Feb 17 '23 10:02 OmarMAmin

I noticed that you are not passing the training=False parameter to your query and candidate models. If you are using layers that behaves differently during training and testing, this is wrong.

query_embeddings = self.query_model({a: features[a] for a in self.query_features}, training)

candidate_embeddings = self.candidate_model({a: features[a] for a in self.candidate_features}, training)

I have a few questions.

self.unique_candidate_features.sample(self.batch_size) What data structure is this, that have a sample method?
What is self.unique_candidate?

I implemented MNS as well, however when I turn it on the training does not start if I decorate the train_step() and test_step() functions with @tf.function

def compute_loss(
    self,
    features: tf.Tensor,
    training: bool = False,
    compute_metrics: bool = True
) -> tf.Tensor:
    """

    :param features:
    :param training:
    :param compute_metrics:
    :return:
    """
    # We only pass the user related features into the query model. This
    # is to ensure that the training inputs would have the same keys as the
    # query inputs. Otherwise, the discrepancy in input structure would
    # cause an error when loading the query model after saving it.
    candidate_embeddings = self.candidate_tower(features, training)
    cs_probs = features[self.feature_csp]

    sw = 'sample_weight' in features.keys() and training

    if self.mixed_negative_sampling:

        item_embeddings = tf.concat(
            [self.candidate_tower(batch, training) for batch in self.item_dataset],
            axis=0
        )
        indices = tf.range(tf.shape(item_embeddings)[0])
        random_indices = tf.random.shuffle(indices)[:self.batch_size_uniform]
        global_negatives = tf.gather(item_embeddings, random_indices)
        candidate_embeddings = tf.concat(
            [candidate_embeddings, global_negatives], axis=0
        )
        cs_probs_uni = tf.constant(
            1.0 / item_embeddings.shape[0],
            dtype=tf.float32,
            shape=self.batch_size_uniform
        )
        cs_probs = tf.concat([cs_probs, cs_probs_uni], axis=0)

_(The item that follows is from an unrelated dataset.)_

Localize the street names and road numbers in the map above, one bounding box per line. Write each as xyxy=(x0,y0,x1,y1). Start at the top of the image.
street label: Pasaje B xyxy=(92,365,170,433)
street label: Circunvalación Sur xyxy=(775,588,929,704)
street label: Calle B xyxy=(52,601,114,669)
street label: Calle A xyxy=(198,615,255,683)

    return self.retrieval_task(
        query_embeddings=self.query_tower(features, training),
        candidate_embeddings=candidate_embeddings,
        compute_metrics=not training,
        candidate_sampling_probability=cs_probs,
        sample_weight=features['sample_weight'] if sw else None
    )

def call(self, features: tf.Tensor, training: bool = False) -> tf.Tensor:

    return tf.concat([
        self.query_tower(features, training),
        self.candidate_tower(features, training)
        ], axis=1
    )

@tf.function
def train_step(self, features):
    with tf.GradientTape() as tape:
        loss = self.compute_loss(
            features, training=True, compute_metrics=False
        )
        if self.losses:
            regularization_loss = tf.add_n(self.losses)
        else:
            regularization_loss = tf.constant([0.0])

        total_loss = loss + regularization_loss

    gradients = tape.gradient(total_loss, self.trainable_variables)
    self.optimizer.apply_gradients(
        zip(gradients, self.trainable_variables)
    )
    # track just the loss function
    return loss

@tf.function
def test_step(self, features, compute_metrics: bool):
    # The factorized_metrics argument is used to retrace this function
    # when a new set of candidates is computed for evaluation
    loss = self.compute_loss(
        features, training=False, compute_metrics=compute_metrics
    )
    if self.losses:
        regularization_loss = tf.add_n(self.losses)
    else:
        regularization_loss = tf.constant([0.0])

    total_loss = loss + regularization_loss

    return loss, regularization_loss, total_loss

Without MNS, the training works with @tf.function, but when I turn on MNS it doesn't - the training doesn't start and just hangs for eternity. When MNS is turned on and I remove the decorator, the training runs but it is super slow.

@patrickorlando Do you have an idea what can cause this? I would appreciate an advice!

Feb 17 '23 14:02 hkristof03

I managed to make it work with @tf.function, by taking out the computations from the compute_loss() function, and passing the global negatives and the corresponding sampling probabilities with the dataset.

However, by computing the candidate embeddings for the whole item corpus (I have around 20k items) at every batch iteration, the number of iterations / sec went down from ~72 to 2.

@OmarMAmin have you experienced similar training time degradation?

Is there anything to do to improve on this? I was thinking that maybe it is enough to re-compute the candidate embeddings after x batches, or once at every epoch. But as the candidate tower's embedding representations change after every gradient update, I doubt if this would work.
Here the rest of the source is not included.